И, узнав, что я из другой области, области Иродовой, возрадовался, что может уйти от вынесения мне приговора. И сказал он священникам:

– Возьмите его вы, и по закону вашему судите его.

Священники сказали ему:

– Нам не позволено предавать смерти никого.

Тогда Пилат, рассердившись, опять вошел в преторию, и призвал меня к себе, и сказал мне:

– Ты Царь Иудейский?

Я отвечал ему:

– От себя ли ты говоришь это, или другие сказали тебе о мне?

Пилат отвечал:

– Разве я иудей? Твой народ и первосвященники предали тебя мне.
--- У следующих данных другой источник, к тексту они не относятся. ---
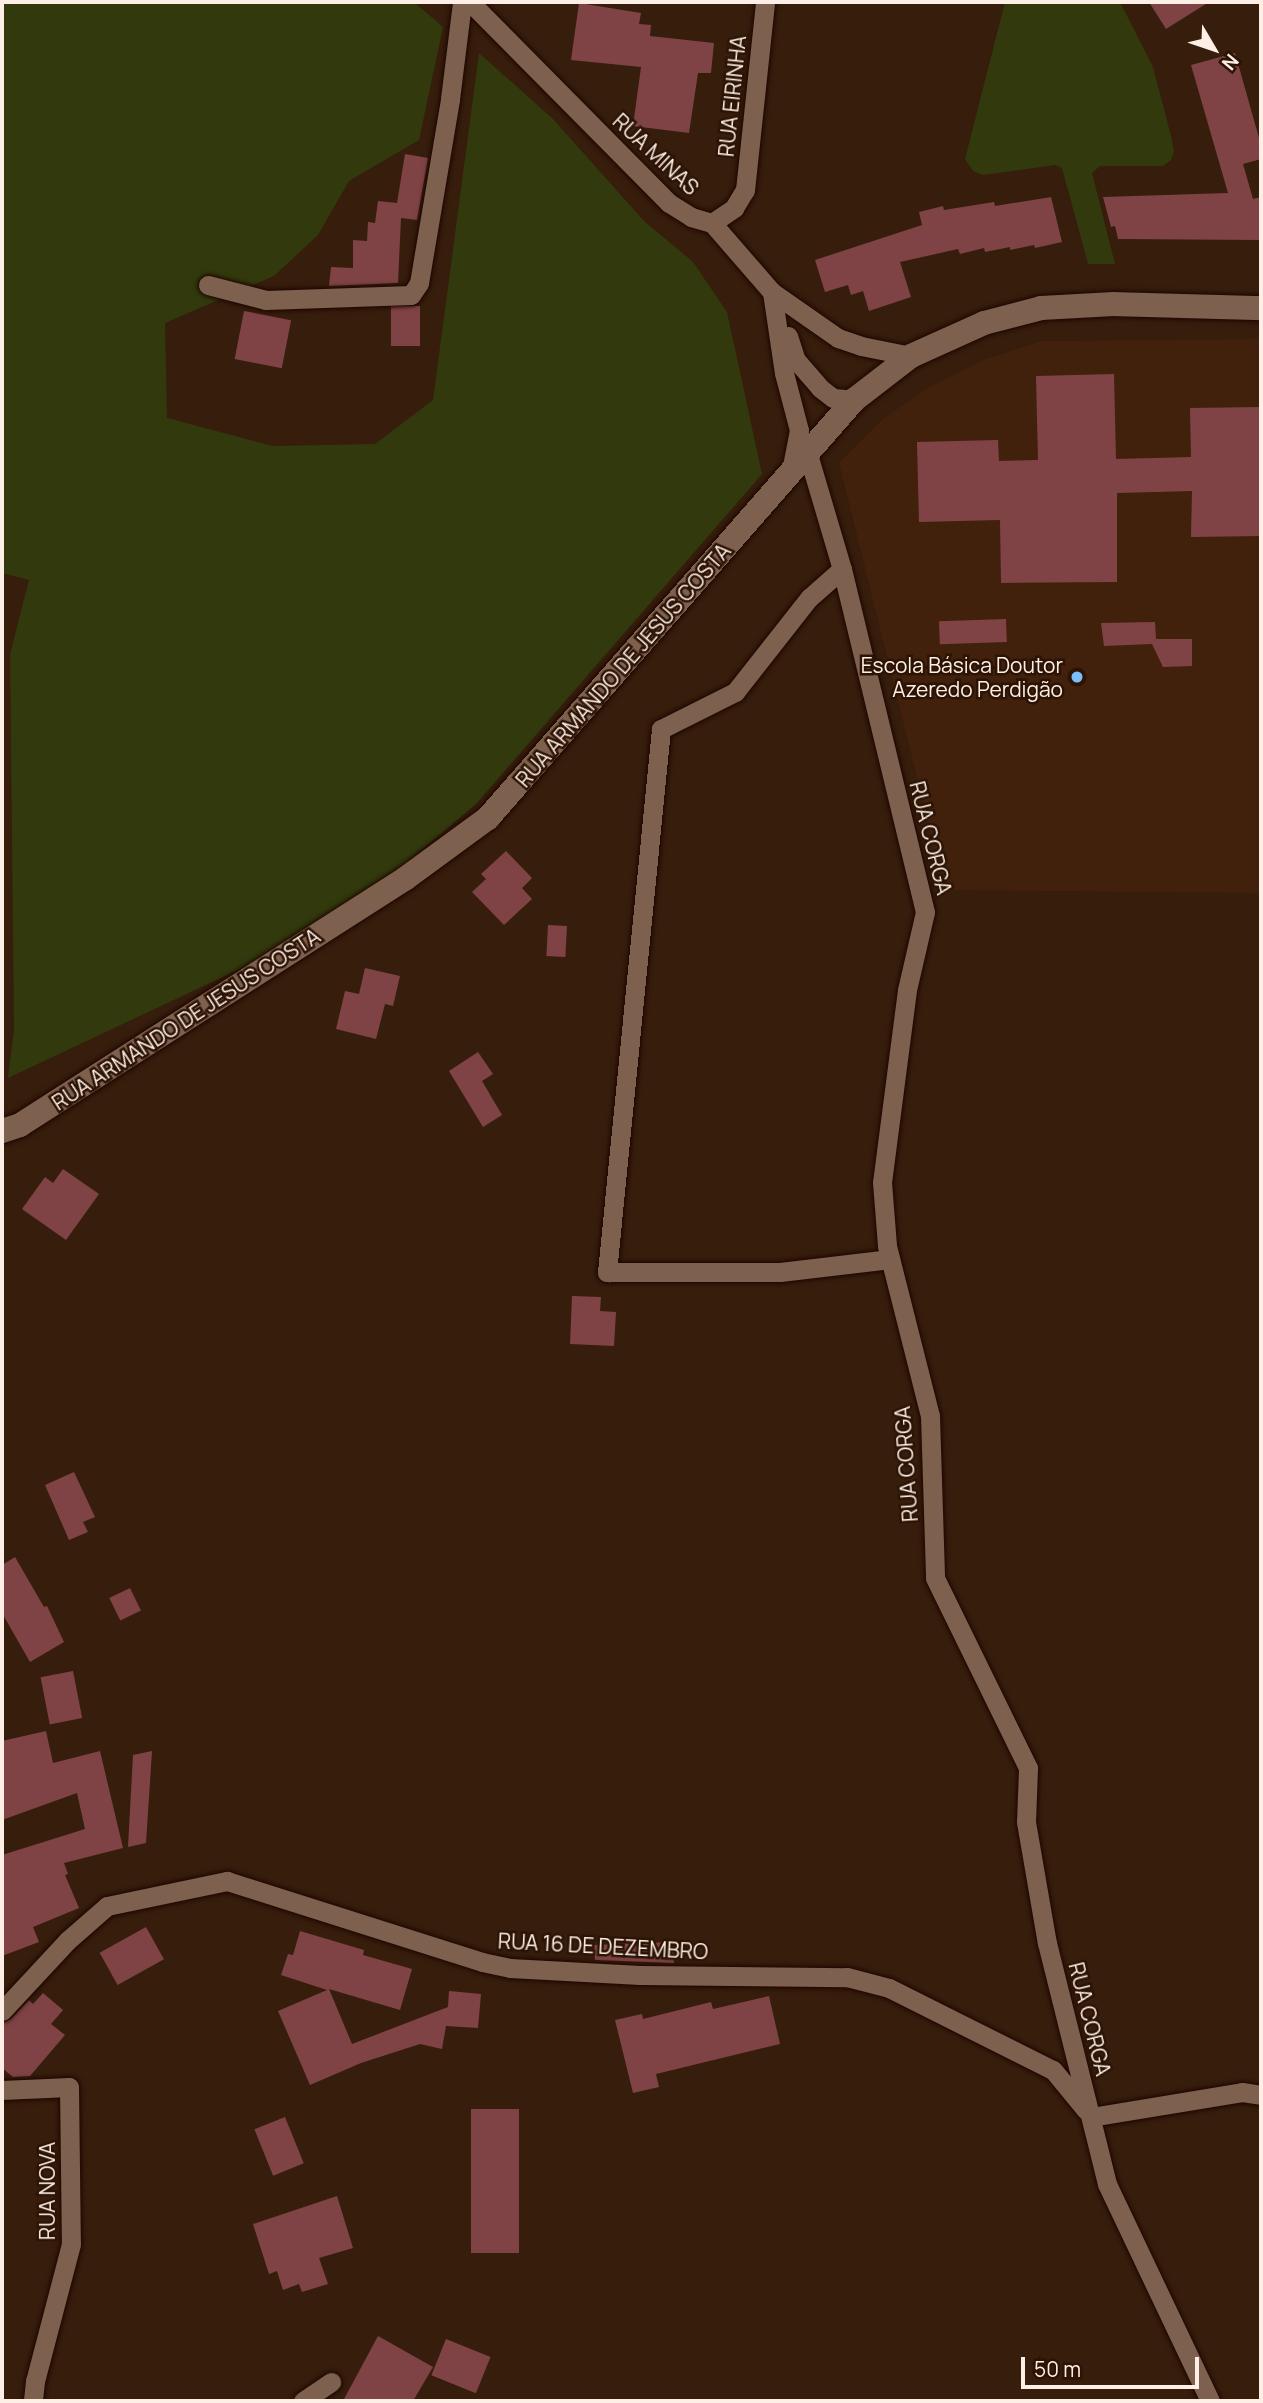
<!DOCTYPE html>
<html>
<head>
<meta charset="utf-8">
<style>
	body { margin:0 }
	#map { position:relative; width:1263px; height:2403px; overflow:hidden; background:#361d0c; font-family:Manrope,sans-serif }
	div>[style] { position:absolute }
	.built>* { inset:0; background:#41210c }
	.green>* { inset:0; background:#32390c }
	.building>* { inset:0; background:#804345; transform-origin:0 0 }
	.roads { filter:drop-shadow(0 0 2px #1d0600) drop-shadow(0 0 2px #1d0600) }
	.minor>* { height:19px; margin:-9.5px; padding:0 9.5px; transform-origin:9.5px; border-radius:9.5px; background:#7e604e }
	.tertiary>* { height:24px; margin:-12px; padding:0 12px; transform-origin:12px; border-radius:12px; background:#7e604e }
	.dots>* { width:19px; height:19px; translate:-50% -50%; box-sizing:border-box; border:4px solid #2c1304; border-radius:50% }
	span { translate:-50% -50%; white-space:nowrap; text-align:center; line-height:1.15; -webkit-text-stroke:5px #2c1304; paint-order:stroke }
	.street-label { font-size:21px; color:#fdefe6 }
	.poi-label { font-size:21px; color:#fdefe6 }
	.right { translate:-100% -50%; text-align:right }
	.frame { position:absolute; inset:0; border:4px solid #fdefe6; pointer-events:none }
	.north { position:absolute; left:1179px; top:14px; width:70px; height:70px; -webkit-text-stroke:5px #2c1304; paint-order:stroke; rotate:129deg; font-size:19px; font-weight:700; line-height:28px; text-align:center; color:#fdefe6 }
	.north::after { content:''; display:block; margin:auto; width:24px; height:32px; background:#fdefe6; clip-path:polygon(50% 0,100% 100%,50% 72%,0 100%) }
	.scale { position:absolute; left:1021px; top:2357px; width:178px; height:32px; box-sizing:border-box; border:4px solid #fdefe6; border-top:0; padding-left:9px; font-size:21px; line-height:24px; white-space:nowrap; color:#fdefe6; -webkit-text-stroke:5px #2c1304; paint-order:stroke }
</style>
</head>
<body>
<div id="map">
	<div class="built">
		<div style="clip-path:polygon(1261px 339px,1261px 893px,945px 890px,839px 463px,883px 419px,931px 386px,986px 359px,1042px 341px)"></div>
	</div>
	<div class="green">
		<div style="clip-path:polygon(2px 2px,414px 2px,443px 27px,419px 140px,349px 181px,318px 235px,274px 276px,165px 323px,167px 418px,273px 446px,375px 444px,433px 400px,479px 53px,553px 119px,644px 221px,693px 262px,727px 312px,762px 474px,476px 804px,331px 926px,8px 1078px,14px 1029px,10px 654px,29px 580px,2px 573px)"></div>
		<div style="clip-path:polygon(1005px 2px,1120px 2px,1153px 67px,1172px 140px,1174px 152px,1171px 160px,1163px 166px,1100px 166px,1092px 173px,1115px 264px,1088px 264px,1062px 168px,1055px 165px,983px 175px,973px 171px,965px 159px)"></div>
	</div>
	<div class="building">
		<div style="clip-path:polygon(1149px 2px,1209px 2px,1166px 29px)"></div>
		<div style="clip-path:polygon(579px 3px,641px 13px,639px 24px,651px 25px,650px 36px,714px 43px,711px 73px,698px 73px,689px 133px,633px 126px,641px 67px,571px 60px)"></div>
		<div style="clip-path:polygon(1235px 53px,1261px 145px,1261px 159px,1243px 164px,1253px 199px,1261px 197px,1261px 240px,1118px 239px,1115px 226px,1111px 227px,1103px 197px,1228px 193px,1191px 65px)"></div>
		<div style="clip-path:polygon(405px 154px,428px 158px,417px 220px,401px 218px,398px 283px,329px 286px,331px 267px,353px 268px,353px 240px,367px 241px,368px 222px,375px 223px,378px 201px,397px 203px)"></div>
		<div style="clip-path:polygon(1051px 197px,1062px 242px,1035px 248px,1034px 245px,1010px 250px,1010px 247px,985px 252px,984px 248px,960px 254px,958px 249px,900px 262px,911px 297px,869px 311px,863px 291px,851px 295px,848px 285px,825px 292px,815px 260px,922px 225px,919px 212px,943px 206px,944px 210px,994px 202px,995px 206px)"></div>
		<div style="left:420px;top:306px;width:40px;height:29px;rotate:90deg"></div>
		<div style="left:244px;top:311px;width:48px;height:49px;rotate:11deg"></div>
		<div style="clip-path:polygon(1114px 374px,1116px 459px,1191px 457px,1190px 408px,1261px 407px,1261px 536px,1191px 537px,1192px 491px,1117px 493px,1117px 582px,1001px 583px,1000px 520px,919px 522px,917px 442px,998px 440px,999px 461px,1038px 460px,1036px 376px)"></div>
		<div style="left:1006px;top:619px;width:23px;height:67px;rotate:88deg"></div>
		<div style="clip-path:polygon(1155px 622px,1156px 639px,1192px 639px,1192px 666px,1163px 667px,1152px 644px,1104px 646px,1101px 623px)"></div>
		<div style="clip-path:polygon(506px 851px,532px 878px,522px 888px,532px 899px,504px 925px,472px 892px,486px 879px,481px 874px)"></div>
		<div style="left:548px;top:925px;width:19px;height:31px;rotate:3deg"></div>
		<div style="clip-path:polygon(365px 968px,400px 976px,393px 1006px,385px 1004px,376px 1039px,336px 1029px,345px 991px,359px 994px)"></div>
		<div style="clip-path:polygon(478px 1052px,493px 1074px,482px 1081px,502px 1115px,483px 1127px,449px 1071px)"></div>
		<div style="clip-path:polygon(63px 1169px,99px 1194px,66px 1240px,22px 1209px,45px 1177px,53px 1183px)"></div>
		<div style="clip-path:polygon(572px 1296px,601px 1297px,600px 1311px,616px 1312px,614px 1346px,570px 1344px)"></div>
		<div style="clip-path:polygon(74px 1472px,95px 1517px,83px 1522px,88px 1532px,69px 1540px,45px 1485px)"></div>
		<div style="clip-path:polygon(15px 1557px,44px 1607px,47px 1606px,64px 1642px,30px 1662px,2px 1613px,2px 1565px)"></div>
		<div style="left:130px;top:1588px;width:25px;height:23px;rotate:64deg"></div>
		<div style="left:73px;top:1671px;width:48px;height:33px;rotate:79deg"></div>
		<div style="clip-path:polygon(46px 1731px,53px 1763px,100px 1751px,123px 1848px,64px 1863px,68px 1874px,65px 1875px,79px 1908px,33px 1927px,39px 1942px,2px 1956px,2px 1855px,85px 1829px,77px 1793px,2px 1820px,2px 1741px)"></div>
		<div style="clip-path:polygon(152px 1751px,146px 1843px,128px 1847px,133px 1755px)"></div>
		<div style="left:146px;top:1927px;width:37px;height:53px;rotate:61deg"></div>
		<div style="clip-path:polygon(300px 1931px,364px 1950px,363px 1955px,412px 1969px,400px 2010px,329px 1989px,352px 2044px,448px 2007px,449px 1991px,481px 1994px,478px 2028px,446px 2026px,442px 2049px,420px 2044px,361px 2063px,310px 2085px,278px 2011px,327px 1990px,281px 1975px,288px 1954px,293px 1955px)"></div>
		<div style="clip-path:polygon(673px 1942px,674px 1963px,595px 1960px,594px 1945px)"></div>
		<div style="clip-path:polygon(43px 1993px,63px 2010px,51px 2024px,65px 2035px,30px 2076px,13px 2077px,2px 2068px,2px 2023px,11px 2019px,29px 2000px,33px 2004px)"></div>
		<div style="clip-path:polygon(769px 1996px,780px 2044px,656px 2074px,659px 2087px,633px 2093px,615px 2020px,642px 2014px,643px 2019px,711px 2002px,713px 2009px)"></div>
		<div style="left:471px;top:2109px;width:48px;height:144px"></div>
		<div style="left:285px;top:2117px;width:50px;height:33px;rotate:68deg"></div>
		<div style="clip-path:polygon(337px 2196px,353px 2248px,319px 2258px,328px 2284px,302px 2292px,299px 2284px,283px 2290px,277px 2271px,269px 2274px,253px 2224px)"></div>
		<div style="clip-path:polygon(378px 2336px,433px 2367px,413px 2401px,343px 2401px)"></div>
		<div style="left:446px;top:2339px;width:48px;height:39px;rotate:22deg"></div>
	</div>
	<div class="roads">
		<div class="minor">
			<div style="left:470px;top:2px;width:283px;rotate:45.3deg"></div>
			<div style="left:669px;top:203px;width:26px;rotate:32deg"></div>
			<div style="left:691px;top:217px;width:22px;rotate:16deg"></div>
			<div style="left:712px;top:223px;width:91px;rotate:49deg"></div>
			<div style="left:772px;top:292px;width:82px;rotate:81.6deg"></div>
			<div style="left:784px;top:373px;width:59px;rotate:75.3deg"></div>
			<div style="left:799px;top:430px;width:38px;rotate:101deg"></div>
			<div style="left:712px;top:223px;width:27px;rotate:-34deg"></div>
			<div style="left:734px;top:208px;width:21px;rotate:-59deg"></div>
			<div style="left:745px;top:190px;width:189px;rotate:-83.9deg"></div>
			<div style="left:208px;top:285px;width:60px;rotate:14.5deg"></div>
			<div style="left:266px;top:300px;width:145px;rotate:-2deg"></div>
			<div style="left:411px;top:295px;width:14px;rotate:-56deg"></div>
			<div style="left:419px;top:283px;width:187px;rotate:-80.4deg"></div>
			<div style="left:450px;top:99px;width:98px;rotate:-82.9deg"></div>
			<div style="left:772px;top:292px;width:80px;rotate:34.9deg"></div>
			<div style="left:838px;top:338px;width:24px;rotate:19deg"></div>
			<div style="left:861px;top:346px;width:51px;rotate:11.3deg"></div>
			<div style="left:788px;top:336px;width:25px;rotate:72deg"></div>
			<div style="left:796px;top:360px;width:37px;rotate:49deg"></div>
			<div style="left:820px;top:388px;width:16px;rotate:38deg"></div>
			<div style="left:833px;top:398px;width:21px;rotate:5deg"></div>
			<div style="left:807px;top:451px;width:123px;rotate:73.5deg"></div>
			<div style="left:842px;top:569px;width:353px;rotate:76.4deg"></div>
			<div style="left:925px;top:912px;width:80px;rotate:103deg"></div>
			<div style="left:907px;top:990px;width:194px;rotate:97.4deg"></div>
			<div style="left:882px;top:1182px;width:64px;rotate:85.5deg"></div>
			<div style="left:887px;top:1246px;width:175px;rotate:75.8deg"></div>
			<div style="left:930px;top:1416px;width:162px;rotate:88.2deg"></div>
			<div style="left:935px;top:1578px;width:212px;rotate:63.9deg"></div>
			<div style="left:1028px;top:1768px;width:54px;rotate:92.1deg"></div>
			<div style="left:1026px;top:1822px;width:123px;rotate:80.2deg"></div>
			<div style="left:1047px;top:1943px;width:248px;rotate:76deg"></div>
			<div style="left:1107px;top:2184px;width:240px;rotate:64.6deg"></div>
			<div style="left:842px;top:569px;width:44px;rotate:138.7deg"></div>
			<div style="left:809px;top:598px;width:120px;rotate:128.2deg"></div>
			<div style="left:735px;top:692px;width:83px;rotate:153.4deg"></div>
			<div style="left:661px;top:729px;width:546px;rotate:95.68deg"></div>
			<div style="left:607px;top:1272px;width:173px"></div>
			<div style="left:780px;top:1272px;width:111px;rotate:-6.7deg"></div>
			<div style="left:2px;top:2011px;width:96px;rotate:-47.1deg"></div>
			<div style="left:67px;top:1941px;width:53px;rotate:-41.2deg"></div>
			<div style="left:107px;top:1906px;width:123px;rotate:-11.8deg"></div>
			<div style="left:227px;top:1881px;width:268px;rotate:17.6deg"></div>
			<div style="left:482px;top:1962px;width:29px;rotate:12deg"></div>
			<div style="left:510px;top:1968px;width:130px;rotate:3.1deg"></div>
			<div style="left:640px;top:1975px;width:207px;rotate:0.6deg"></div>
			<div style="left:847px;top:1977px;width:43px;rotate:14.7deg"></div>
			<div style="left:889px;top:1988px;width:183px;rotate:26.6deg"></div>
			<div style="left:1053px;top:2070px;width:52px;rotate:50.5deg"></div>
			<div style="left:2px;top:2090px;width:67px;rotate:-2.6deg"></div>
			<div style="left:69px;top:2087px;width:157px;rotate:89.3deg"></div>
			<div style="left:71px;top:2244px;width:142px;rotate:104.7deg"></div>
			<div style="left:35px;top:2381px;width:20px;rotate:96deg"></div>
			<div style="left:1091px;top:2117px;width:153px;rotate:-9.4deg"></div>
			<div style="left:1242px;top:2092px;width:19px;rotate:9deg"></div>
			<div style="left:303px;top:2401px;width:34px;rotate:-34deg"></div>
		</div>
		<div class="tertiary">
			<div style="left:2px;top:1131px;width:19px;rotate:-18deg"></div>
			<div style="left:20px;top:1125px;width:458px;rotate:-32.6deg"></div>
			<div style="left:406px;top:878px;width:102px;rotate:-36.2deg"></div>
			<div style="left:488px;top:818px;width:556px;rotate:-48.79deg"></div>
			<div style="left:854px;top:400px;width:72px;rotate:-37.7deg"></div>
			<div style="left:911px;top:356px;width:80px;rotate:-24.3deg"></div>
			<div style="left:984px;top:323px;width:59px;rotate:-14.7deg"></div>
			<div style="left:1041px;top:308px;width:73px;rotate:-3.1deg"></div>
			<div style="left:1114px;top:304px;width:147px;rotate:1.6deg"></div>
		</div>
	</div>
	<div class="dots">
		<div style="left:1077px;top:677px;background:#7cbef9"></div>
	</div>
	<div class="street-label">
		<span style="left:732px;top:96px;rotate:-84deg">RUA EIRINHA</span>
		<span style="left:656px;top:154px;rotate:43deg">RUA MINAS</span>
		<span style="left:623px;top:665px;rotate:-49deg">RUA ARMANDO DE JESUS COSTA</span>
		<span style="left:931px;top:838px;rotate:76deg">RUA CORGA</span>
		<span style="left:186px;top:1019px;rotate:-33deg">RUA ARMANDO DE JESUS COSTA</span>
		<span style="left:906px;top:1464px;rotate:-94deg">RUA CORGA</span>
		<span style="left:603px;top:1946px;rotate:3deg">RUA 16 DE DEZEMBRO</span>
		<span style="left:1090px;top:2019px;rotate:76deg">RUA CORGA</span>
		<span style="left:47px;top:2191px;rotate:-90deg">RUA NOVA</span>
	</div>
	<div class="poi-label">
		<span class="right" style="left:1063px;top:677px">Escola Básica Doutor<br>Azeredo Perdigão</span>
	</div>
	<div class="frame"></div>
	<div class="north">N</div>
	<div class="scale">50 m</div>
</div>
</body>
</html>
Что ты сделал?

Я отвечал:

– Царство мое не от мира сего. Не то это царство, о котором ты думаешь, но духовное, и не противился я власти вашей земной. Если бы от мира сего было царство мое, то служители мои защитили бы меня, чтобы я не был предан священникам, но это не так.

Пилат, не уразумев до конца сказанное мною, опять спросил:

– Итак, ты Царь?

Я же снова отвечал ему:

– Ты говоришь, что я Царь. Я на то родился и на то пришел в мир, чтобы свидетельствовать об истине, и всякий, кто от истины, слушает голос мой.

И Пилат спросил: "Что есть истина?". Я разумел, что Пилату непонятны дела иудейские, и нет интереса у него к ним. А Пилат затем опять вышел к иудеям и сказал им:

– Я никакой вины не нахожу в нем по римским законам. Есть же у вас обычай, чтобы я одного отпускал вам на Пасху. Хотите ли, отпущу вам вашего Царя Иудейского?

Тогда все закричали, чтобы не меня отпустили, но Варавву, разбойника, который также должен был быть предан смерти.